What needs to be done:
The job is to find each line of the records below that includes the word "linecap" and copy it.

Data provided:
• • • •

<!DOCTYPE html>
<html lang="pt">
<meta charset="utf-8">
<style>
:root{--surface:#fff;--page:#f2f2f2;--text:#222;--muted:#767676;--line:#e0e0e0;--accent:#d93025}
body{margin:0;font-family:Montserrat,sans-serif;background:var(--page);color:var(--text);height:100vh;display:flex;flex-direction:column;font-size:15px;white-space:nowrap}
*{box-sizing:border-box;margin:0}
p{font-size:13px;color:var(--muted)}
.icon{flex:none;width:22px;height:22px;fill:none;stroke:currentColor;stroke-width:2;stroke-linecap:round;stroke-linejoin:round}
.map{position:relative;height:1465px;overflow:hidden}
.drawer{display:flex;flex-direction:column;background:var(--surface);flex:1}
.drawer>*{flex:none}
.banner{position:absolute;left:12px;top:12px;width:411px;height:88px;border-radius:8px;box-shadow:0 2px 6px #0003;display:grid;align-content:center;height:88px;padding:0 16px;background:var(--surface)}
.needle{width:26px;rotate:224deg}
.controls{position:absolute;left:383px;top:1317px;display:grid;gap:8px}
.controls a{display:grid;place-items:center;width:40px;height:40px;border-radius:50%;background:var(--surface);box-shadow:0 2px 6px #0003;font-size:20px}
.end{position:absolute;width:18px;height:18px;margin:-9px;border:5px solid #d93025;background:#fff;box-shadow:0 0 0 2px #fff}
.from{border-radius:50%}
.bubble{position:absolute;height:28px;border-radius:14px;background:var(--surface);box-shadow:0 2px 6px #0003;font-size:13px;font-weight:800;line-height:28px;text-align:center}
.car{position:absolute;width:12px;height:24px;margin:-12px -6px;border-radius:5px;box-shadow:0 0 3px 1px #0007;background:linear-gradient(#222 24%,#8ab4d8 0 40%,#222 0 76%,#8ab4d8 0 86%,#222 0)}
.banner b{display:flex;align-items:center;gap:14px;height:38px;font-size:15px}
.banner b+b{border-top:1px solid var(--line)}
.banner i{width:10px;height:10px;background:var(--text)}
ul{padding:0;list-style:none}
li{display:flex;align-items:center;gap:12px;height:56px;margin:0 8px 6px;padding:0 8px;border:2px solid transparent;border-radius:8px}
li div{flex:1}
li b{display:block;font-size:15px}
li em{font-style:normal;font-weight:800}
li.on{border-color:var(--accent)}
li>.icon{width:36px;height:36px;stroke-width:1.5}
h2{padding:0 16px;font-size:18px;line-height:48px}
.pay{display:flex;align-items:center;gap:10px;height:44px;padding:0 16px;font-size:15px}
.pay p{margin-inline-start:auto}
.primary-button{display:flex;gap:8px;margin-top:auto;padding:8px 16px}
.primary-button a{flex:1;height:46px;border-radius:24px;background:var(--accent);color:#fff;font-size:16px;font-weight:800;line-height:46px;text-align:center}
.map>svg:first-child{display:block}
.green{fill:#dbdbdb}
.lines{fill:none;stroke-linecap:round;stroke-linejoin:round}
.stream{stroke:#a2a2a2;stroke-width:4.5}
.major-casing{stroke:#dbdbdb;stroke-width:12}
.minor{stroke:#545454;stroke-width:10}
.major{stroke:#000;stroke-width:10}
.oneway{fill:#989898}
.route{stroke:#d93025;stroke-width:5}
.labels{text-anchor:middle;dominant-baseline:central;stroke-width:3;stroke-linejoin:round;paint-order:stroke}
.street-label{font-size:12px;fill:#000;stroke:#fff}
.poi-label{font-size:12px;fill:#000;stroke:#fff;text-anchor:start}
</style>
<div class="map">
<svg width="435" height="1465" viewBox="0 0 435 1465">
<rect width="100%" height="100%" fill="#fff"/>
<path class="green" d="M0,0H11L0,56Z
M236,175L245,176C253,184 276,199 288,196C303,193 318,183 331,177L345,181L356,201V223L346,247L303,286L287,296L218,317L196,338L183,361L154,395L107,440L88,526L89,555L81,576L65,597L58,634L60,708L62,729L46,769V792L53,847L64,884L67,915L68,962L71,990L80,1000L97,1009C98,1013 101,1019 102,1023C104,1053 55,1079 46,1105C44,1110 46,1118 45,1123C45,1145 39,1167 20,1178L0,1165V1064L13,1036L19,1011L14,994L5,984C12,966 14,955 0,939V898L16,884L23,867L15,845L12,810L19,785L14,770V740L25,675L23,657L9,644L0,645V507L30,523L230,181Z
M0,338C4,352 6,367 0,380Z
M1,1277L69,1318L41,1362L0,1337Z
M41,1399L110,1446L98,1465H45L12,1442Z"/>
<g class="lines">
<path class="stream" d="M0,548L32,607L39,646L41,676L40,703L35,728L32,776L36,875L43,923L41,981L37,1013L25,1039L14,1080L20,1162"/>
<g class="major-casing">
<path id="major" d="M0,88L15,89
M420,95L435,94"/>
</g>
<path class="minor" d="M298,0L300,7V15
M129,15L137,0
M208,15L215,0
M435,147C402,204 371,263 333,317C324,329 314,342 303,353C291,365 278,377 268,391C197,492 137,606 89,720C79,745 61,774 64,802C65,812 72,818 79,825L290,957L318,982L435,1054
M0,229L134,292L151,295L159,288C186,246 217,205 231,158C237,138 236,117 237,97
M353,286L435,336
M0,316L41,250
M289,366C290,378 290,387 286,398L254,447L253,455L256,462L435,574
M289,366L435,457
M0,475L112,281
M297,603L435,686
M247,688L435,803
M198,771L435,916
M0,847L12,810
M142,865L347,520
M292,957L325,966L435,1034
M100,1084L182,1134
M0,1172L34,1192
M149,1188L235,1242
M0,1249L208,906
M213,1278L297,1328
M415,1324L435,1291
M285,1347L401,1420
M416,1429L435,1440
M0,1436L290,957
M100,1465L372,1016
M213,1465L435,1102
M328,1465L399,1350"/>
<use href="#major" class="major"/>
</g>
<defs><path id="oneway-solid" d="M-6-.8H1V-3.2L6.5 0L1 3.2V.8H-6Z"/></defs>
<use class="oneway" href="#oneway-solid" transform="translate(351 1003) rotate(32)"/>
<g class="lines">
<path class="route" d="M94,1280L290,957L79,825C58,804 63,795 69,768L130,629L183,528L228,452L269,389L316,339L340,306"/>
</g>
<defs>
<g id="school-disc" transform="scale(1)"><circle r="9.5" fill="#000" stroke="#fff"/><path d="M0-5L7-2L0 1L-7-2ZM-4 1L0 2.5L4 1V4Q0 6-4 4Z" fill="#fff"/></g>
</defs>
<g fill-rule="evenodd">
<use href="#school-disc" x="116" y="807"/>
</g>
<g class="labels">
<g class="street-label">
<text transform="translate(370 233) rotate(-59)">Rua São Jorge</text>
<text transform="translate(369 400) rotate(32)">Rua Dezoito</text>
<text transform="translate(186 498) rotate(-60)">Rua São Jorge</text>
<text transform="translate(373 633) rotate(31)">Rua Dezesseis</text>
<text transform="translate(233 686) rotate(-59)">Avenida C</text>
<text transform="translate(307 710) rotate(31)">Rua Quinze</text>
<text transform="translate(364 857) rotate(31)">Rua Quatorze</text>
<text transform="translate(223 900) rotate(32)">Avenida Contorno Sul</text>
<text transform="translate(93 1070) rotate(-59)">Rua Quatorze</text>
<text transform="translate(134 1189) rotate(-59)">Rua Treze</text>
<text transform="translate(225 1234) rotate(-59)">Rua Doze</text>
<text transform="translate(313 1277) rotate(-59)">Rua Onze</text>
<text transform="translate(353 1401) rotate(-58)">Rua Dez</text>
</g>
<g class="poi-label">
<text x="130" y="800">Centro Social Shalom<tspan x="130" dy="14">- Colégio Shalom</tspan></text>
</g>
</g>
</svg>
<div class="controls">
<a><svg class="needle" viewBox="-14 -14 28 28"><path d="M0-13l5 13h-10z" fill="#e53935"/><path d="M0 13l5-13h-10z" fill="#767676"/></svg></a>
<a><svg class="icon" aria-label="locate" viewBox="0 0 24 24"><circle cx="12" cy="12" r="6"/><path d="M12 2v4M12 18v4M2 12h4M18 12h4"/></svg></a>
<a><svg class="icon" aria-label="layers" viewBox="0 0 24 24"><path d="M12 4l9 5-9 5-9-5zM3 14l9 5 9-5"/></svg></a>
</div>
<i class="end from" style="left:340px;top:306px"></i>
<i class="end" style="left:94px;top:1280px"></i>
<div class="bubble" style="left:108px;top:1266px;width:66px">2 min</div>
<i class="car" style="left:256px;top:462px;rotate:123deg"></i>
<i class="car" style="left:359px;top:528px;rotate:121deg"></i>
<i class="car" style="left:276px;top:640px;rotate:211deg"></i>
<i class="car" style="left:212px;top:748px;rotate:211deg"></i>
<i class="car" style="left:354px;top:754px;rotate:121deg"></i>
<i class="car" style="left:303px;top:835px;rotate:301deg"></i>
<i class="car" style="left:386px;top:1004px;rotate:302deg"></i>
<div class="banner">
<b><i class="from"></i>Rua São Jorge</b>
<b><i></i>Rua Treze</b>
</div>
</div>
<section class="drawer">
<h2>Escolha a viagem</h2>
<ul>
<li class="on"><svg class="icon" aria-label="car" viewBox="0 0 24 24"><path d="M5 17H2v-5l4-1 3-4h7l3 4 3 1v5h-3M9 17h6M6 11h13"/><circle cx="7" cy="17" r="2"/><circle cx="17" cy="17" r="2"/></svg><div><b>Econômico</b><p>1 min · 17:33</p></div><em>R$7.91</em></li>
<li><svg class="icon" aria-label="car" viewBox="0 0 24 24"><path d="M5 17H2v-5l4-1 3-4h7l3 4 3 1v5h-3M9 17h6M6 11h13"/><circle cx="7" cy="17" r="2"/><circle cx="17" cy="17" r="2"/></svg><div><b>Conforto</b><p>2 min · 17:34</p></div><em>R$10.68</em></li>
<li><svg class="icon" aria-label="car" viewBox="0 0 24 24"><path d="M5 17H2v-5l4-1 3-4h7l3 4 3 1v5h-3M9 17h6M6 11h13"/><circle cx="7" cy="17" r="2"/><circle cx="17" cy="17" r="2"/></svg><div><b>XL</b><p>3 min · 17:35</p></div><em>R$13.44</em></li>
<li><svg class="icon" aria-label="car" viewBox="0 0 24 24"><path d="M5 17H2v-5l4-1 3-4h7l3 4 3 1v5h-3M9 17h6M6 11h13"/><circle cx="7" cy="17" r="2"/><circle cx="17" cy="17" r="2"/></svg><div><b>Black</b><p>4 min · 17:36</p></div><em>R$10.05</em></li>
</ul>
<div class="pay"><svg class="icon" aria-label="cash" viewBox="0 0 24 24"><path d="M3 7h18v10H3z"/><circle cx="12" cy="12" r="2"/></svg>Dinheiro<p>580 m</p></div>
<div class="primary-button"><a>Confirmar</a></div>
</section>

• • • •

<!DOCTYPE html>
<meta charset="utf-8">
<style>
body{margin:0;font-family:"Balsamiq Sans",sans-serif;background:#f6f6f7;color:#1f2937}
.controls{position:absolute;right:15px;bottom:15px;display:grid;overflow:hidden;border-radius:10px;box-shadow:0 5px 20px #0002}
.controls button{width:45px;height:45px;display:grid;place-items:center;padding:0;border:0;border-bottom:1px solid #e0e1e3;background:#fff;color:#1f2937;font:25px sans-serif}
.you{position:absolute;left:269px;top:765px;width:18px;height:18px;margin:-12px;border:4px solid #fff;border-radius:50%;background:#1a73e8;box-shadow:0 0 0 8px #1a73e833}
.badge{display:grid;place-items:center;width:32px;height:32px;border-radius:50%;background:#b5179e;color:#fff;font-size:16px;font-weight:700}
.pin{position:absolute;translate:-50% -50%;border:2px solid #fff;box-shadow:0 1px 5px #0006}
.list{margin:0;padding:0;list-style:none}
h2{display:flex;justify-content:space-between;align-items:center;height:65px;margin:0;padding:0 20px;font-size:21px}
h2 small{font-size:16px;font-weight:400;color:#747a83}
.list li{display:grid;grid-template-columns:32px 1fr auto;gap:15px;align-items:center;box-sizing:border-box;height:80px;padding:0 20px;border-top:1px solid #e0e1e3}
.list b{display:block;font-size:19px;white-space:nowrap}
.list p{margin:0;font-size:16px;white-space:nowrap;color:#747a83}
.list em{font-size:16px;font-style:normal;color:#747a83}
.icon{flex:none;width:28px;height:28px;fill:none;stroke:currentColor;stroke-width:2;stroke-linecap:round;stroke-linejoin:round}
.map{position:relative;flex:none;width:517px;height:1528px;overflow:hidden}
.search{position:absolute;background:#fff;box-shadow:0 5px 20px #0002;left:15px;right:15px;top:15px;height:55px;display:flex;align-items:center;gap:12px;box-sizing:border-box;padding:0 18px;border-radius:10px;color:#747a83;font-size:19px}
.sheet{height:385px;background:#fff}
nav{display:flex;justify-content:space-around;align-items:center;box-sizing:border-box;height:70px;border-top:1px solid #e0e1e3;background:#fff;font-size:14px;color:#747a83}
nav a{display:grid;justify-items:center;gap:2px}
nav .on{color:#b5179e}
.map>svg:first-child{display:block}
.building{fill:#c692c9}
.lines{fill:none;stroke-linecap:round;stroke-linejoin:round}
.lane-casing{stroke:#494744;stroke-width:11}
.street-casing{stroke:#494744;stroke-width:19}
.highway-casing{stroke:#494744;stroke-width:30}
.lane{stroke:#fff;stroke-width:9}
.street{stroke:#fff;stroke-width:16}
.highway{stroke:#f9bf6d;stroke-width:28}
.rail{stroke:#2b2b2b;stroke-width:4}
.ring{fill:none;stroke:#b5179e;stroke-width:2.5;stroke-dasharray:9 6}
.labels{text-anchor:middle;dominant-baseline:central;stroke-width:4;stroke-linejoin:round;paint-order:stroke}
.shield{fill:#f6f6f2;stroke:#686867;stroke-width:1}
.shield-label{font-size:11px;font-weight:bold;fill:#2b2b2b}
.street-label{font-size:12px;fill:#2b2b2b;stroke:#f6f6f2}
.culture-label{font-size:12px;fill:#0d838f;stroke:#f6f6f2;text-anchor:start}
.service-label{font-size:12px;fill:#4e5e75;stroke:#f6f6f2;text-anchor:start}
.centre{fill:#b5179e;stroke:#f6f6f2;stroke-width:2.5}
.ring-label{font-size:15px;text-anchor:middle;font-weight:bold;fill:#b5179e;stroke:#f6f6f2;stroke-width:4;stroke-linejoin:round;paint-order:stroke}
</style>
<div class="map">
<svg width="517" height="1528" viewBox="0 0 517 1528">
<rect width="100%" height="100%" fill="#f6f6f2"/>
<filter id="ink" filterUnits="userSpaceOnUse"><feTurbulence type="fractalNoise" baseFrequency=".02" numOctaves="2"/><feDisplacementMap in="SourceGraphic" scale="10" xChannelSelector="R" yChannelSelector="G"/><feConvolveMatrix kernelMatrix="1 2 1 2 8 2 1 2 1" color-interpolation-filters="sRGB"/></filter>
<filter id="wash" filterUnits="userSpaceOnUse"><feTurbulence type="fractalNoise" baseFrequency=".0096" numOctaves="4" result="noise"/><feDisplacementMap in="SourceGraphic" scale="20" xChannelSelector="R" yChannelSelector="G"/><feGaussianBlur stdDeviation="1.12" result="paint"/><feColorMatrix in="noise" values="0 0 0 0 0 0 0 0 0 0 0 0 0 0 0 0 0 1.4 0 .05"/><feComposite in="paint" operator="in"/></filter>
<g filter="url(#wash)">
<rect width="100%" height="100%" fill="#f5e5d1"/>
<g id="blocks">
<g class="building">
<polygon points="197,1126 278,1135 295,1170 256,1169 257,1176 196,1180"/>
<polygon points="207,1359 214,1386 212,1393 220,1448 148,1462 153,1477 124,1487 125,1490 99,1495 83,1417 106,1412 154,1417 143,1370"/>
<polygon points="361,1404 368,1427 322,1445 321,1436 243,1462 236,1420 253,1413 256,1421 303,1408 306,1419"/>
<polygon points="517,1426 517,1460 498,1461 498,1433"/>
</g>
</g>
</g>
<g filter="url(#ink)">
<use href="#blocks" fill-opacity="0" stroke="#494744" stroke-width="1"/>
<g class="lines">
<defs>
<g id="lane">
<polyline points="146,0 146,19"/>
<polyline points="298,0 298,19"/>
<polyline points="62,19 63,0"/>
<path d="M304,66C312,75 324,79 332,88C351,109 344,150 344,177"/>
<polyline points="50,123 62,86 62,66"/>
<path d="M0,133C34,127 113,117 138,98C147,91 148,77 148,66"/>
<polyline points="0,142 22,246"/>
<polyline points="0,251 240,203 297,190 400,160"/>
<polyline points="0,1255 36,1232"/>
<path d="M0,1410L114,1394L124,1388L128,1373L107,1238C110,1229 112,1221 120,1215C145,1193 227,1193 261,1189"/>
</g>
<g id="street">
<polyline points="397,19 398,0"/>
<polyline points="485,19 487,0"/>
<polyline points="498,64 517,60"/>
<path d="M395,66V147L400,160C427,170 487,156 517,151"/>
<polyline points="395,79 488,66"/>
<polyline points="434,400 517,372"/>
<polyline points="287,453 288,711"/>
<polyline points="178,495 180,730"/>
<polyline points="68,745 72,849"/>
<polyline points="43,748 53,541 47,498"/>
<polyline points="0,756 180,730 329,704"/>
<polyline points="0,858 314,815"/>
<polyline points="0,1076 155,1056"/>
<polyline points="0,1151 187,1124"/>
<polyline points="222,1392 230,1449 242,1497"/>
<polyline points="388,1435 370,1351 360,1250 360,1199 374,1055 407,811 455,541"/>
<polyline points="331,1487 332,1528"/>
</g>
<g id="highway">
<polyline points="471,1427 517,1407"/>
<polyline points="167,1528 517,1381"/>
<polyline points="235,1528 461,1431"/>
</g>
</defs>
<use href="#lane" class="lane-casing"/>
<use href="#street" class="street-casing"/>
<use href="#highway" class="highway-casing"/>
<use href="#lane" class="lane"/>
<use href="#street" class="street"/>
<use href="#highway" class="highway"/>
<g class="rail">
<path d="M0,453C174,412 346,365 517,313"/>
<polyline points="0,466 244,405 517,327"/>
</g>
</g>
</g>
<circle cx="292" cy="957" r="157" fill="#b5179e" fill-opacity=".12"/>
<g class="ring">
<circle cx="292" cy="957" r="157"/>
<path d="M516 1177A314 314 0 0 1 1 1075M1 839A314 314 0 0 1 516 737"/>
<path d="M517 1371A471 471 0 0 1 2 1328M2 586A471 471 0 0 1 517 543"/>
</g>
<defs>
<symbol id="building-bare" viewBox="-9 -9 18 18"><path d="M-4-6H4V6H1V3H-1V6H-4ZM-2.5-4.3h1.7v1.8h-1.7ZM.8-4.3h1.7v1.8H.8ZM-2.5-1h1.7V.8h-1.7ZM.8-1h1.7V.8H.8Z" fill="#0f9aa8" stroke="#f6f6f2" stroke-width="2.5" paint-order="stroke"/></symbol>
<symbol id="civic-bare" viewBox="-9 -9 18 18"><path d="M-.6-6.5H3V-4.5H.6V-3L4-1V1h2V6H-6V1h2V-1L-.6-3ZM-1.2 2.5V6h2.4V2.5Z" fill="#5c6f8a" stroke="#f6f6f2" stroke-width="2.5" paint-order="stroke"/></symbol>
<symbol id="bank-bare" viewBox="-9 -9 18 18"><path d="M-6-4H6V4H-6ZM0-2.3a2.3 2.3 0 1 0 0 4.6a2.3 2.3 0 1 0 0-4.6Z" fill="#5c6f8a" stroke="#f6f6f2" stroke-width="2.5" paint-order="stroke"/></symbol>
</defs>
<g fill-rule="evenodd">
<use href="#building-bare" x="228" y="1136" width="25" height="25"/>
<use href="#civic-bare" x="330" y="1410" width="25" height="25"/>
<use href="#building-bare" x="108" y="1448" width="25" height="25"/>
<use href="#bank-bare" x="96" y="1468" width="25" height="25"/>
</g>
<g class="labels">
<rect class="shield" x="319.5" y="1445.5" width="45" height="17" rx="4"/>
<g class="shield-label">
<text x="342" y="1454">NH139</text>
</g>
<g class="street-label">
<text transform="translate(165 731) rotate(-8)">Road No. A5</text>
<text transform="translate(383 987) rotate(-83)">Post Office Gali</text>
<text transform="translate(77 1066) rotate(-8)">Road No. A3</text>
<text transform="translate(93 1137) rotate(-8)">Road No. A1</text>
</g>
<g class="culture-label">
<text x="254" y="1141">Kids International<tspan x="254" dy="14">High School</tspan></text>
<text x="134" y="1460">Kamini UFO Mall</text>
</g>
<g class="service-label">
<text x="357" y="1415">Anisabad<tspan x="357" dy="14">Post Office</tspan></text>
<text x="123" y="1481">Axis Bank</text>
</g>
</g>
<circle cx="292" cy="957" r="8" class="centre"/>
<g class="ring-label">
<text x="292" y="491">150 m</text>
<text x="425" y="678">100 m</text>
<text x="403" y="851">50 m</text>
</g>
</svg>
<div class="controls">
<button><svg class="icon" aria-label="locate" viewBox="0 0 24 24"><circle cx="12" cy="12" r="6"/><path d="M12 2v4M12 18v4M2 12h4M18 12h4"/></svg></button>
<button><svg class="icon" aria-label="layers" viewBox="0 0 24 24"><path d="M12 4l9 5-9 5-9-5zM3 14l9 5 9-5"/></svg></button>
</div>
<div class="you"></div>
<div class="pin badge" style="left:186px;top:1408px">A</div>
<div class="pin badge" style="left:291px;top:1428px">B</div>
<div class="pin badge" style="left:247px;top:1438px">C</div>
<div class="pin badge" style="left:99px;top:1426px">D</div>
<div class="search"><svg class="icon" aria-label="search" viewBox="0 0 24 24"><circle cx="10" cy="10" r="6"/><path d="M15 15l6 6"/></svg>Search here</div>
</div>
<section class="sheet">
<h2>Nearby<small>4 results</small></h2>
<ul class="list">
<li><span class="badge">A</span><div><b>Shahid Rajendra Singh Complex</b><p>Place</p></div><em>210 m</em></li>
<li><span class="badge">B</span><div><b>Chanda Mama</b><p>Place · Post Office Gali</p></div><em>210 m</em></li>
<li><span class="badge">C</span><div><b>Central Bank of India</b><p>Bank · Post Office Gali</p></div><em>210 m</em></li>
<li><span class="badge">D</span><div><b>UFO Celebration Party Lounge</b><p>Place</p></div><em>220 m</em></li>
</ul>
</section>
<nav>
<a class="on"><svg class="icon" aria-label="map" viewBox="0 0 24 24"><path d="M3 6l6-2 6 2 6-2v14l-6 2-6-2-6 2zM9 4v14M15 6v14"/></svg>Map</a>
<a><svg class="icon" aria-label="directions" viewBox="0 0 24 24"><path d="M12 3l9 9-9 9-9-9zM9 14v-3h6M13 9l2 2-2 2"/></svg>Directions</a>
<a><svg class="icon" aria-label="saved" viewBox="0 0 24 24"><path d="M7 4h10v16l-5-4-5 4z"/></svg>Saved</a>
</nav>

• • • •

Output for this task:
.icon{flex:none;width:22px;height:22px;fill:none;stroke:currentColor;stroke-width:2;stroke-linecap:round;stroke-linejoin:round}
.lines{fill:none;stroke-linecap:round;stroke-linejoin:round}
.icon{flex:none;width:28px;height:28px;fill:none;stroke:currentColor;stroke-width:2;stroke-linecap:round;stroke-linejoin:round}
.lines{fill:none;stroke-linecap:round;stroke-linejoin:round}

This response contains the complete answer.